═══ Information provided
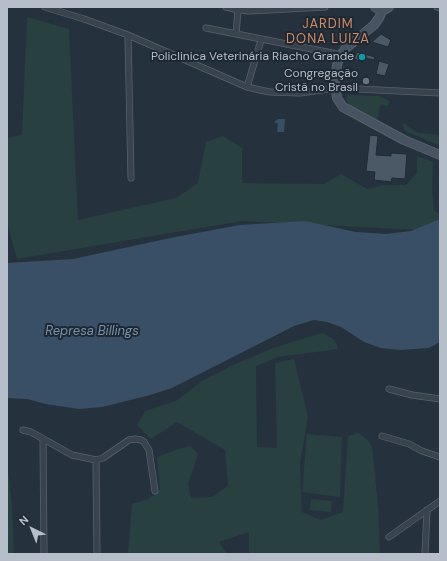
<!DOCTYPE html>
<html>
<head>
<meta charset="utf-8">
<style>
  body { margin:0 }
  #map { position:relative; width:447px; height:561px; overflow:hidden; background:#25323e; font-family:"DM Sans",sans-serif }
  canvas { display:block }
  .frame { position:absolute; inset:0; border:8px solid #b5bec9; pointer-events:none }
  .north { position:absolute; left:12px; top:509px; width:40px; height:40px; -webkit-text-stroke:3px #1e2833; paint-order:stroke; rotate:317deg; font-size:11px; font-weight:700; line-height:16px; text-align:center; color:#b5bec9 }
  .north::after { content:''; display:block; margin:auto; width:14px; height:18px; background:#b5bec9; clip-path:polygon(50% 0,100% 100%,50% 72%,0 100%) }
</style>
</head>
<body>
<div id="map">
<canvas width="447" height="561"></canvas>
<div class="frame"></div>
<div class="north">N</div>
</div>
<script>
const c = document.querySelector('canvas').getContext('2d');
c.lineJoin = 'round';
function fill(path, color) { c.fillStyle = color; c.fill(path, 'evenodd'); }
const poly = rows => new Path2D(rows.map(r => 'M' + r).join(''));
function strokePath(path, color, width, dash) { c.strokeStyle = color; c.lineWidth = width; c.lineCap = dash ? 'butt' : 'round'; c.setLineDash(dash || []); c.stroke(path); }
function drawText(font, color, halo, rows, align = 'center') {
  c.font = font + ' "DM Sans",sans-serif'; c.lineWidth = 4; c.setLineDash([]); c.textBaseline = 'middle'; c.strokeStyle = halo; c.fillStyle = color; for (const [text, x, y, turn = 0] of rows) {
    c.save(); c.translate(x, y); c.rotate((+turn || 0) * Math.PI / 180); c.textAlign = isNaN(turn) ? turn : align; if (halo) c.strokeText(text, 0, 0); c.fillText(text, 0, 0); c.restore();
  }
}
fill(poly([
  [27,17,69,29,78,220,176,198,198,183,206,142,223,136,242,148,242,183,324,184,341,174,367,189,384,185,406,185,417,173,417,156,433,162,432,188,434,211,440,214,440,227,437,231,242,221,17,259,7,223,7,138,22,135],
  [347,95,378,96,390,101,387,106,381,104,377,121,349,106,346,98],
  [402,122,418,133,440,135,440,146,405,131],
  [322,333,335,340,338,349,278,357,256,366,257,447,277,448,275,363,294,359,308,417,300,463,302,512,321,520,343,512,348,436,358,433,368,440,372,447,378,506,380,554,249,554,249,532,219,542,227,554,128,554,132,504,148,499,160,490,157,457,178,449,190,446,198,454,188,484,191,498,212,497,228,486,225,450,177,422,151,439,137,425,145,411,176,401,202,381,235,364,276,347],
  [307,434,342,437,340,497,302,492],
  [7,460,12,507,14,554,7,554],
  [311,499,332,501,331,512,310,510]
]), '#284040');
fill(poly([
  [278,119,285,119,284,132,277,132,278,124,274,122],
  [440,219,440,342,429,348,400,350,381,348,364,342,341,327,327,322,314,320,294,326,172,388,150,395,102,407,79,409,46,404,27,399,7,398,7,263,73,259,175,237,240,225,305,221,356,232,386,234,411,231]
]), '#394f65');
const building = poly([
  [381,34,391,40,388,47,372,42,381,34],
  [357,52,375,57,374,60,365,58,363,62,354,59,357,52],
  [379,61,389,64,385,76,376,74,379,61],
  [370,135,378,136,376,155,391,156,391,153,407,154,405,179,392,178,391,182,374,180,375,172,366,171,370,135]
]);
fill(building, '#4b5967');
strokePath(building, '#202a35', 1);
const street = poly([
  [45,7,84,19,128,35,247,87,260,90,270,92,300,93,336,88,440,93],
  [226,7,238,10,249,11,325,7],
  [437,7,440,8],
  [206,28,342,55],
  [236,34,238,10],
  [128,35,131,178],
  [247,87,261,40],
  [389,389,412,395,440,399],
  [23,430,31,432,72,455,96,460,103,458,129,440,135,439,141,440,144,442,149,450,155,491],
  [382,436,409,444,422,451,440,457],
  [43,439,44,554],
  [96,460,97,554],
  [389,537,440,501],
  [425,554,427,510]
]);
const secondary = poly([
  [375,7,382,11,386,9,389,7],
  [382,11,379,18,374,25,345,49,339,59,337,65,335,83,337,98,343,107,404,140,440,155]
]);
strokePath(street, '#57616c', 7);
strokePath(secondary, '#57616c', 10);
strokePath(street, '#39434e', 5.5);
strokePath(secondary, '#475361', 8);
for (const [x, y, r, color] of [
  [362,57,4,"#0f9aa8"],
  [366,81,4,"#6b7280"]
]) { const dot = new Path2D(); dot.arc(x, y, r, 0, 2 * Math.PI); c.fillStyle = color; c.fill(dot); strokePath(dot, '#1e2833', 1.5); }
drawText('12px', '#b5bec9', '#1e2833', [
  ["Policlinica Veterinária Riacho Grande",354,57],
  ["Congregação",358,74],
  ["Cristã no Brasil",358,88]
], 'right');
c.letterSpacing = '1px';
drawText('13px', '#d38c66', '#1e2833', [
  ["JARDIM",328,25],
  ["DONA LUIZA",328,40]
]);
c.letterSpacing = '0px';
drawText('italic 13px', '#7692ab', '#1e2833', [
  ["Represa Billings",92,332]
]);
</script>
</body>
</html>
══════
**Work instruction**
For each line above that includes "function", copy the line.

**Response area**
function fill(path, color) { c.fillStyle = color; c.fill(path, 'evenodd'); }
function strokePath(path, color, width, dash) { c.strokeStyle = color; c.lineWidth = width; c.lineCap = dash ? 'butt' : 'round'; c.setLineDash(dash || []); c.stroke(path); }
function drawText(font, color, halo, rows, align = 'center') {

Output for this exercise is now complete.